Éric Bothorel (Renaissance) and Philippe Latombe (Modem) judged in a Tribune Midy’s proposal “ineffective” and “dangerous”. “This raises the question of the application of such a measure, locally, in a world where the Internet is global, where private giants such as messaging and social networks are international. […] Following this reasoning, I strongly fear that tomorrow we will be forced to tackle encryption. This would be unacceptable”, they continue. These fine digital connoisseurs also object – rightly – that anonymity does not exist on the Internet, our IP address as well as a few fingerprints already make it possible to trace the person hidden behind the screen if necessary.
“Indeed, in around 50% of cases, we easily find a person online by a bundle of clues, but otherwise, we do not succeed or in a very complicated way,” Paul Midy retorts, relying on statistics from both Gafam and the Pharos reporting platform.

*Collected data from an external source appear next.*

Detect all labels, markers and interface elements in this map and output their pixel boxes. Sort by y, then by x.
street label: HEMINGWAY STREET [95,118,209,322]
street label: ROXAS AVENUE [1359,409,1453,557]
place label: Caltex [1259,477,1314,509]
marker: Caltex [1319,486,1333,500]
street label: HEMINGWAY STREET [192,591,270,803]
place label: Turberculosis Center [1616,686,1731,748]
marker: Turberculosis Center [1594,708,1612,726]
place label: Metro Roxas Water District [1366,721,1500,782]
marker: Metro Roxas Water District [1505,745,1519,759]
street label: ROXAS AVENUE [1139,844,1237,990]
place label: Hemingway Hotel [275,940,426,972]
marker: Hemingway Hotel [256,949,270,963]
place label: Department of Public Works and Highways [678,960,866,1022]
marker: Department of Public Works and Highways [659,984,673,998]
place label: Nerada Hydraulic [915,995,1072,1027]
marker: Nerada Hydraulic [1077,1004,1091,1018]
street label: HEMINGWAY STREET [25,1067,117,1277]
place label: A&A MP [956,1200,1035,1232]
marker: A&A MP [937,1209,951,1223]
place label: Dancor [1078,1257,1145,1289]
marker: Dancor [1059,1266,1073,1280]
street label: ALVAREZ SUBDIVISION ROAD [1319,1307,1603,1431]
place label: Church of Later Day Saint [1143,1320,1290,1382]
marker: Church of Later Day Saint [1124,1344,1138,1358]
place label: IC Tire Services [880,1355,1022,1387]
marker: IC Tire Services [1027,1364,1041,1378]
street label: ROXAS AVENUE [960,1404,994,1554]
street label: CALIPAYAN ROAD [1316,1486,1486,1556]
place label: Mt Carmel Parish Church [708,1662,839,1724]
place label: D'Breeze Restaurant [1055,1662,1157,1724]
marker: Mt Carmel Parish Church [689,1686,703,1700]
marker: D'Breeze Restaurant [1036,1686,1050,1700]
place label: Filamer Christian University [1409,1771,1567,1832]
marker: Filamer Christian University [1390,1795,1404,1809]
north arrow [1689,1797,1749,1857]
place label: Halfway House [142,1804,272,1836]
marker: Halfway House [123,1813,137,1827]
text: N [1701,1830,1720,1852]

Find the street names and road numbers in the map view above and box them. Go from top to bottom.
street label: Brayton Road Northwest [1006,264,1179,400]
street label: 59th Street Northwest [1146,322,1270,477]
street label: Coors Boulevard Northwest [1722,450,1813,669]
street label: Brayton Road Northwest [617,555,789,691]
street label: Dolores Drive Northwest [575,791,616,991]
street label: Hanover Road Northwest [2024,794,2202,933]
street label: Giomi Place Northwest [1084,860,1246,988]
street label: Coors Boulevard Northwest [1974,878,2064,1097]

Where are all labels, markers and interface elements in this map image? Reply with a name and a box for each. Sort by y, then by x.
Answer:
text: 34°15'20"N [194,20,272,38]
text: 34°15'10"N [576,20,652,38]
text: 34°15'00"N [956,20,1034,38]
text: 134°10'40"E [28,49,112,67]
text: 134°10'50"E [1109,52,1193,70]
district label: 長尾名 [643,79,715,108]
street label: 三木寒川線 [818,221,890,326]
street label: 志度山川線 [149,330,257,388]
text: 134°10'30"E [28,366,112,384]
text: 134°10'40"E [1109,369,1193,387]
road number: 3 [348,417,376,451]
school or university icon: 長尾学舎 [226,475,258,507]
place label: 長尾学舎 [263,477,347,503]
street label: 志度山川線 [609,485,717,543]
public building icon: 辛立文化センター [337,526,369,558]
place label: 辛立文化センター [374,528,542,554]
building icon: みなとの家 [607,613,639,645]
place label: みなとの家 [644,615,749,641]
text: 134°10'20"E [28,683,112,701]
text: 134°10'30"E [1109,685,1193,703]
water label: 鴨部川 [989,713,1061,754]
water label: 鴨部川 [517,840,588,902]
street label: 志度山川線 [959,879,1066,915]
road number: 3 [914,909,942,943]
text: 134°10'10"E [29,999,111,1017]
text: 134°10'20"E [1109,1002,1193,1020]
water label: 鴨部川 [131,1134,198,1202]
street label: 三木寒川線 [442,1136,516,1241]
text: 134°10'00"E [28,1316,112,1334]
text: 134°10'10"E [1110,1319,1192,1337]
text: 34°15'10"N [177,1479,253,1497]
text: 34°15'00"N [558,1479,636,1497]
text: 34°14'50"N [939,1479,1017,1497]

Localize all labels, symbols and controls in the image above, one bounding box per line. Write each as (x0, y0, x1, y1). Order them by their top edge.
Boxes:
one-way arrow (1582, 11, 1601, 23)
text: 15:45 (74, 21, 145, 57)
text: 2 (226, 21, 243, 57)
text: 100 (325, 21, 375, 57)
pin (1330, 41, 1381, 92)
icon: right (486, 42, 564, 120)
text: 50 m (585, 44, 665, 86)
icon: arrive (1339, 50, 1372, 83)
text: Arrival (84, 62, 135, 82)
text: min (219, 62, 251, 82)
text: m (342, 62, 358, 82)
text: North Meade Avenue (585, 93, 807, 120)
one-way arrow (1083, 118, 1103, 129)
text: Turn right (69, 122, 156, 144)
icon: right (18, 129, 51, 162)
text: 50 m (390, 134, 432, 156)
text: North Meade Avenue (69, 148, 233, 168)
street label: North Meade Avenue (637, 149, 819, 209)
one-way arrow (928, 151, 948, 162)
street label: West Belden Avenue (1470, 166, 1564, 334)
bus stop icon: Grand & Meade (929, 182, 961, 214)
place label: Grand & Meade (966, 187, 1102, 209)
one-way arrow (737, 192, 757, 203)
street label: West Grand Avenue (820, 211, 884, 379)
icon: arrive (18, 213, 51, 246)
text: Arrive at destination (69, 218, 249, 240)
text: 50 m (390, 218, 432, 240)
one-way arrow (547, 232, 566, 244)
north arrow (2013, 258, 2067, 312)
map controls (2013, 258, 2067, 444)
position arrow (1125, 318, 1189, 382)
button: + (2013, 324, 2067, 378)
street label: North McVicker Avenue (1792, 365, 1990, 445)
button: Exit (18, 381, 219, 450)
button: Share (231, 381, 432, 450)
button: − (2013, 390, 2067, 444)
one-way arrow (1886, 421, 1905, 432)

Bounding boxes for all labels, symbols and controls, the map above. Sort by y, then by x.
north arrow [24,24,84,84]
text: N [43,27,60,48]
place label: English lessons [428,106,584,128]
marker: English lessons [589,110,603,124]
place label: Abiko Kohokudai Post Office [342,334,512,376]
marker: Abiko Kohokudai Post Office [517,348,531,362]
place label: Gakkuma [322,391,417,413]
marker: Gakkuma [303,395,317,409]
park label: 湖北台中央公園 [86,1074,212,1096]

Some use VPNs – virtual private networks – to cover their tracks. This tool was also the subject of an amendment made by another elected official – and immediately rejected – aimed at banning it. But that is not the important thing according to the MP for Essonne, who more specifically targets the “feeling of anonymity”, present among “95% of Internet users” (Editor’s note: a figure impossible to source). The matrix, according to him, of “online violence” and particularly on social networks.
Midy cites the “disinhibition effect” provided by “dissociative anonymity”, as presented by the researcher and professor of psychology John Suller in 2004. “We are inhabited by a feeling of impunity, there are no more limits. It can happen to anyone, we all have the same brains”, he explains, taking as an example atypical profiles judged in cases of cyberharassment. People without criminal records, well integrated into society. In France, the doctor in political science Arnaud Mercier – also cited by the rapporteur – relied on the work of Suler in order to denounce “the wildness of the Web“. “An identity check on social networks will not solve the problems of violence or incitement to hatred 100%, but just a part of it would already be good”, sketches Paul Midy.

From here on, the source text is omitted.